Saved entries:
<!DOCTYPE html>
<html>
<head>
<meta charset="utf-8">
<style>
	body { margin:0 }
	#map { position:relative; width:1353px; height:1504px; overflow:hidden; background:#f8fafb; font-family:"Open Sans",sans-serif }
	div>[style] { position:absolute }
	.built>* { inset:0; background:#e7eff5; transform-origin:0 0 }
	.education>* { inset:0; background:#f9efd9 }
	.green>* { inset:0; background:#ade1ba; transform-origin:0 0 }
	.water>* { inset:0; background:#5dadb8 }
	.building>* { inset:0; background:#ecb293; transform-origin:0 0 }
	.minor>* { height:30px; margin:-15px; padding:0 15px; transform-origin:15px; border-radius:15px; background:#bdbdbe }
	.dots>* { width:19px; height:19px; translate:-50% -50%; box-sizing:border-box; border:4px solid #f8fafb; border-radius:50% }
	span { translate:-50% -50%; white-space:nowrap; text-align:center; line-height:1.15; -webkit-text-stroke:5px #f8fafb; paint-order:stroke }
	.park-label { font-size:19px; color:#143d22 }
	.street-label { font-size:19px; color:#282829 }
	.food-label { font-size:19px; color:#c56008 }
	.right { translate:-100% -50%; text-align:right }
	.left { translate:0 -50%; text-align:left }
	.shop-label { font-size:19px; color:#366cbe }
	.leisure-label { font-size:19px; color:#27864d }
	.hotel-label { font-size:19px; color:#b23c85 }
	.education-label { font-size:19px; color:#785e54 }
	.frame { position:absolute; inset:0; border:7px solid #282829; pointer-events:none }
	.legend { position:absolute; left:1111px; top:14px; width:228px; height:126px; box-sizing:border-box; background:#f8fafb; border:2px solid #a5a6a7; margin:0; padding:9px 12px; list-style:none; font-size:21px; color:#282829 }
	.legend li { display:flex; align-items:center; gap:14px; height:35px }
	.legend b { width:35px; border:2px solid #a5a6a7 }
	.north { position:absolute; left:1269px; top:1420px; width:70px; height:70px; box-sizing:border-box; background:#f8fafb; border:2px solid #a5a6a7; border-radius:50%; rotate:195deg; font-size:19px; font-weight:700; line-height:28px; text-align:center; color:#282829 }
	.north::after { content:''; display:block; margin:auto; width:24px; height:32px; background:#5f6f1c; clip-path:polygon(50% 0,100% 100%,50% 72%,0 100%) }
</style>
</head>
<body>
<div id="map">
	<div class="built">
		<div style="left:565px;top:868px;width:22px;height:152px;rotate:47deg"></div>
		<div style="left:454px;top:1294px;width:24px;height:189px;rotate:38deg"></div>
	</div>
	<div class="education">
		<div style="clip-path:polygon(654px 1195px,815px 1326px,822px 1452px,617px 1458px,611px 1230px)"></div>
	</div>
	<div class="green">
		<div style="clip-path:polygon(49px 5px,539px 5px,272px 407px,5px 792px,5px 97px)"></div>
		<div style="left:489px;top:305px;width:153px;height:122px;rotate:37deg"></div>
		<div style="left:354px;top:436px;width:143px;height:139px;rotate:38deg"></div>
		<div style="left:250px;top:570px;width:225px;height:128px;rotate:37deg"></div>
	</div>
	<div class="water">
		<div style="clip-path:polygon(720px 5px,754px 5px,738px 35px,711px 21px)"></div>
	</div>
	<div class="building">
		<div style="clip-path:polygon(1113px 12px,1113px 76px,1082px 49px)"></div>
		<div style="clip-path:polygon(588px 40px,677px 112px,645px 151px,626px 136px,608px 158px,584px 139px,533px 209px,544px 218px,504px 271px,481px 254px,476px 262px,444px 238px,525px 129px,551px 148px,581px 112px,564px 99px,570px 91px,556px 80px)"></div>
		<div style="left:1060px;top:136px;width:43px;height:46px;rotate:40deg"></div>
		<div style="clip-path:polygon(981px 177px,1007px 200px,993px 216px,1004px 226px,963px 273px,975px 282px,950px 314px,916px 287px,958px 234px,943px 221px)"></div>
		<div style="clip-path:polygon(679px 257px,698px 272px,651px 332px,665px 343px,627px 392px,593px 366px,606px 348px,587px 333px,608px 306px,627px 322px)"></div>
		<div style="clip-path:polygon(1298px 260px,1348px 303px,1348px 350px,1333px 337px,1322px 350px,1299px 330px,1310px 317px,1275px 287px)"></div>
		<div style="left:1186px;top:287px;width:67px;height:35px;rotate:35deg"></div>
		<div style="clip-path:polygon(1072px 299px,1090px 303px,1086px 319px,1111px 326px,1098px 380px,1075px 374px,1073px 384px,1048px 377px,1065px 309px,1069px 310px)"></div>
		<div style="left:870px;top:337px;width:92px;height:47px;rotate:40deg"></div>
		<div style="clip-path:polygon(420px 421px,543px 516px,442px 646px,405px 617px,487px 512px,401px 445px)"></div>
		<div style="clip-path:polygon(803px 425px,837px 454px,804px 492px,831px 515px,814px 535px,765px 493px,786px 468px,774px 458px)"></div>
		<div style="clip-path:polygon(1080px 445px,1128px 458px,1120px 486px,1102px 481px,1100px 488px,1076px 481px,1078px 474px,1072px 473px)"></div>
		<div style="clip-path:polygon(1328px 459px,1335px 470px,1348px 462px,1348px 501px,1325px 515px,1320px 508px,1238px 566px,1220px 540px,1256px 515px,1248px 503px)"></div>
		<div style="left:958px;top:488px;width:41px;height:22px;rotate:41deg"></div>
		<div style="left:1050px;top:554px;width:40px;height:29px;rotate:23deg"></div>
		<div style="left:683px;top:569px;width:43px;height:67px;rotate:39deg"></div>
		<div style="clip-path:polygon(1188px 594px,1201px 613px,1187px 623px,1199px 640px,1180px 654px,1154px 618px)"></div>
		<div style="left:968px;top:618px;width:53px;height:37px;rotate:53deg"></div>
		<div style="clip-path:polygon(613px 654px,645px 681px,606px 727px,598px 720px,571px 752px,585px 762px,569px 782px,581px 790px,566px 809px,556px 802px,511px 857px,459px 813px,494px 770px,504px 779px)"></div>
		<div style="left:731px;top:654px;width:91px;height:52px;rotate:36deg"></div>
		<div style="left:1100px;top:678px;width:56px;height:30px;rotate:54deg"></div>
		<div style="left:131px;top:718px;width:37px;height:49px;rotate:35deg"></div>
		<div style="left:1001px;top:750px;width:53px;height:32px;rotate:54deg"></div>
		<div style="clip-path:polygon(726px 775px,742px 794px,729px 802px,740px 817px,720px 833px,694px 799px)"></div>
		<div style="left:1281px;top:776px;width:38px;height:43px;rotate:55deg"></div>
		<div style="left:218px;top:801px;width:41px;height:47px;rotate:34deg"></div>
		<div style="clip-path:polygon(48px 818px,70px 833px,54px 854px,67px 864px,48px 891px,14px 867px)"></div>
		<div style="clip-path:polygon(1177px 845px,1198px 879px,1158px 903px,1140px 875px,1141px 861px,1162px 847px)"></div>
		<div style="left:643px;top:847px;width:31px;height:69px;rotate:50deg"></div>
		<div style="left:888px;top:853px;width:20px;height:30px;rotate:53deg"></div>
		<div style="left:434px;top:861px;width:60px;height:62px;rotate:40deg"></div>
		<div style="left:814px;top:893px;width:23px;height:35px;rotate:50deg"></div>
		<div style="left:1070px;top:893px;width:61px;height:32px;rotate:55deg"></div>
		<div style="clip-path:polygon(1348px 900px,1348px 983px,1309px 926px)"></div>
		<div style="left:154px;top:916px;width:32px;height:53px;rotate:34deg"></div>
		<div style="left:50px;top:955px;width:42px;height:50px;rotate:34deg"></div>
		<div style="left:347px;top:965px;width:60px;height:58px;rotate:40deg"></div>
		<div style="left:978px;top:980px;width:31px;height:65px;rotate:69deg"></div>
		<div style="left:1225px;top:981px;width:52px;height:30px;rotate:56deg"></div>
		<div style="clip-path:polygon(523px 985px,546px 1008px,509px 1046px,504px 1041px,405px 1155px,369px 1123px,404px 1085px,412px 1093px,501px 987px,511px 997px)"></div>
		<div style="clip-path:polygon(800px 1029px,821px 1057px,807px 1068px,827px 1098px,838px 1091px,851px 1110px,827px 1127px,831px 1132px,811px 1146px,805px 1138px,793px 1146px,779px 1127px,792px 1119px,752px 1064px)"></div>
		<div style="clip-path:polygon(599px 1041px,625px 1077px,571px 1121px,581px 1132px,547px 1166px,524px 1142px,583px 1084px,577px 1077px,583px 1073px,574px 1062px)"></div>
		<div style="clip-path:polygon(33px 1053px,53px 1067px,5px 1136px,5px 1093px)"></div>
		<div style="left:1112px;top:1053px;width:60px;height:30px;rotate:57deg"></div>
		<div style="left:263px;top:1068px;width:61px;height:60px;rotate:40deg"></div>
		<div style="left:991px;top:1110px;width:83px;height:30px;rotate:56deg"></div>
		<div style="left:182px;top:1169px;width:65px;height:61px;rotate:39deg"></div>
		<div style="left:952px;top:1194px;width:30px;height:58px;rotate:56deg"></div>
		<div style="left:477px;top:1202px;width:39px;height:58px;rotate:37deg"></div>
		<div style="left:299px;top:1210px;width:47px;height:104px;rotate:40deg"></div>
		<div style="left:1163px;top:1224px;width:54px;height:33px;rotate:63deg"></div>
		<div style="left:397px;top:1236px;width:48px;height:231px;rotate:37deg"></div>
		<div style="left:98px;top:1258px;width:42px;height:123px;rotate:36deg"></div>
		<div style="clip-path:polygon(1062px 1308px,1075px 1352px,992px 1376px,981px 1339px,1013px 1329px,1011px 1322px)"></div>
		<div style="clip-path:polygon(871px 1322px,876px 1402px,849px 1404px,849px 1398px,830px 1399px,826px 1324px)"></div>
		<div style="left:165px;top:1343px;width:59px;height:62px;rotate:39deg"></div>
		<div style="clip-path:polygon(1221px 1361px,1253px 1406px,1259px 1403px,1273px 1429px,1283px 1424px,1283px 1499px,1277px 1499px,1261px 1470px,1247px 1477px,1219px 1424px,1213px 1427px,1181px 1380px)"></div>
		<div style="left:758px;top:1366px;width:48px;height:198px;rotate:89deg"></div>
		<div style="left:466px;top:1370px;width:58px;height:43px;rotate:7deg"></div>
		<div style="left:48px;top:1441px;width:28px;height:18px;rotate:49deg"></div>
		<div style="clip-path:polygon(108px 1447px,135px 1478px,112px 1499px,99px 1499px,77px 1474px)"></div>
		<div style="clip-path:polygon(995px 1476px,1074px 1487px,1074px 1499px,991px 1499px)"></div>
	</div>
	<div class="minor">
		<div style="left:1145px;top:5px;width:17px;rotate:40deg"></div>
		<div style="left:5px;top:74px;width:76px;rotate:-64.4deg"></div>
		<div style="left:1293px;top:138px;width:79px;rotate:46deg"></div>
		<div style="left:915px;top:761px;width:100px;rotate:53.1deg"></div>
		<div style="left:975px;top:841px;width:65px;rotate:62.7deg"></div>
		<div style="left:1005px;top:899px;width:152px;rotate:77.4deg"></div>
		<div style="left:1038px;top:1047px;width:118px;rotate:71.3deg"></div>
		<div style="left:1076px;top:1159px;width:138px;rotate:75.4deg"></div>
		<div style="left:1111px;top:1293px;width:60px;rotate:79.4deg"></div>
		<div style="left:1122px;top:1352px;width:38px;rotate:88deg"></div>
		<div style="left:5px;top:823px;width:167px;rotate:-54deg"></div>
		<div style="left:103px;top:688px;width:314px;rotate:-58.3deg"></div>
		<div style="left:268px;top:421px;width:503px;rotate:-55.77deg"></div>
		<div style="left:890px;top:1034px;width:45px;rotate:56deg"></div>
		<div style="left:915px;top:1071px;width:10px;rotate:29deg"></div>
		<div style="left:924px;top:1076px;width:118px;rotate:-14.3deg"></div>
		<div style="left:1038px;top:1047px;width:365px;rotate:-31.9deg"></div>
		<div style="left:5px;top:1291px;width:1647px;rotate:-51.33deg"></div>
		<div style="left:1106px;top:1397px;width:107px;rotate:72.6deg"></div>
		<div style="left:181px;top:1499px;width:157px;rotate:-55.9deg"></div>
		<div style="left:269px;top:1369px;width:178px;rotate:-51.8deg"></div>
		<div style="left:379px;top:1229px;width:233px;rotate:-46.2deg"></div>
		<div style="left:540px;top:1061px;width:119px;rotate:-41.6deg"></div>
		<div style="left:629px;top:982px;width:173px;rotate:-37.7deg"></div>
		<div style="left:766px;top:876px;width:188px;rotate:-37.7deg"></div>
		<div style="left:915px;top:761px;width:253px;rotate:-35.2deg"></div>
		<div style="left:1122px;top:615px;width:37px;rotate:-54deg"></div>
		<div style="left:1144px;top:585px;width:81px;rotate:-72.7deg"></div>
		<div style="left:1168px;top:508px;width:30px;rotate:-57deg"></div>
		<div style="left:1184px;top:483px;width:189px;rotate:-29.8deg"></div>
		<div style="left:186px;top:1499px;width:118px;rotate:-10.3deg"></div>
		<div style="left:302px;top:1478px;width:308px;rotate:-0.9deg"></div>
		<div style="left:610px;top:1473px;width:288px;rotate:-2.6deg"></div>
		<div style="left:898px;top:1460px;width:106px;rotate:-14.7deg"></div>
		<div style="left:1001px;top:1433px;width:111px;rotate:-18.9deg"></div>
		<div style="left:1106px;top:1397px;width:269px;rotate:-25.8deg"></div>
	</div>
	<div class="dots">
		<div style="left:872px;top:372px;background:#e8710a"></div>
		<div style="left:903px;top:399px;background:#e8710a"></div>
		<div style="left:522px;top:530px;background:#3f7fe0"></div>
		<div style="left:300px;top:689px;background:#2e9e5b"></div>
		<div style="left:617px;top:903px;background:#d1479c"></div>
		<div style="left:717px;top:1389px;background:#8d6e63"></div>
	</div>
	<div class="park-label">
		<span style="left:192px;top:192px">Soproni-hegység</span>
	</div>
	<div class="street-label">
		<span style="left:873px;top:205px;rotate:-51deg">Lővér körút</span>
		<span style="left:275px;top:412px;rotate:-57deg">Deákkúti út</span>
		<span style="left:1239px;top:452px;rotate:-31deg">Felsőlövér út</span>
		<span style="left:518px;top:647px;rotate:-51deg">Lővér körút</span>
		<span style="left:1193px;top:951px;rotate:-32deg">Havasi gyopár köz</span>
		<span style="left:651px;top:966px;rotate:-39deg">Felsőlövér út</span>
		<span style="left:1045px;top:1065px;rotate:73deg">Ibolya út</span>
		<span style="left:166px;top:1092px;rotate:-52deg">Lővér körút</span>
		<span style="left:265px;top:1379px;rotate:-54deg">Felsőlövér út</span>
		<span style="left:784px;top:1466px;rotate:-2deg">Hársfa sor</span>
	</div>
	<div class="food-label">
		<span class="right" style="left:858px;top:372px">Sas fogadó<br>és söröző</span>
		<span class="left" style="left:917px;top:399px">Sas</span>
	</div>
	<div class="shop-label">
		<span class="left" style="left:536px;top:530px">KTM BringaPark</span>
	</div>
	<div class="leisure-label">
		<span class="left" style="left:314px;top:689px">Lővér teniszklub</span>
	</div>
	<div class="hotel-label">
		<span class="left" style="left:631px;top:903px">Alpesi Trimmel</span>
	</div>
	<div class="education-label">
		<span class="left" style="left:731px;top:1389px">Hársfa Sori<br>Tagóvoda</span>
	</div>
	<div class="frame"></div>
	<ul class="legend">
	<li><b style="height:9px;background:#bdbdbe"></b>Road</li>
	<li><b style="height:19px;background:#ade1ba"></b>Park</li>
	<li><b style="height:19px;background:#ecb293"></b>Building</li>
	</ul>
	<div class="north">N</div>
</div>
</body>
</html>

> [Activity] When you reach the line holding "position:relative; width:1353px; height:1504px;" in the records above, begin reproducing exactly, stop after the line holding "translate:-100% -50%; text-align:right", and output nothing else.

> [Exercise result]
	#map { position:relative; width:1353px; height:1504px; overflow:hidden; background:#f8fafb; font-family:"Open Sans",sans-serif }
	div>[style] { position:absolute }
	.built>* { inset:0; background:#e7eff5; transform-origin:0 0 }
	.education>* { inset:0; background:#f9efd9 }
	.green>* { inset:0; background:#ade1ba; transform-origin:0 0 }
	.water>* { inset:0; background:#5dadb8 }
	.building>* { inset:0; background:#ecb293; transform-origin:0 0 }
	.minor>* { height:30px; margin:-15px; padding:0 15px; transform-origin:15px; border-radius:15px; background:#bdbdbe }
	.dots>* { width:19px; height:19px; translate:-50% -50%; box-sizing:border-box; border:4px solid #f8fafb; border-radius:50% }
	span { translate:-50% -50%; white-space:nowrap; text-align:center; line-height:1.15; -webkit-text-stroke:5px #f8fafb; paint-order:stroke }
	.park-label { font-size:19px; color:#143d22 }
	.street-label { font-size:19px; color:#282829 }
	.food-label { font-size:19px; color:#c56008 }
	.right { translate:-100% -50%; text-align:right }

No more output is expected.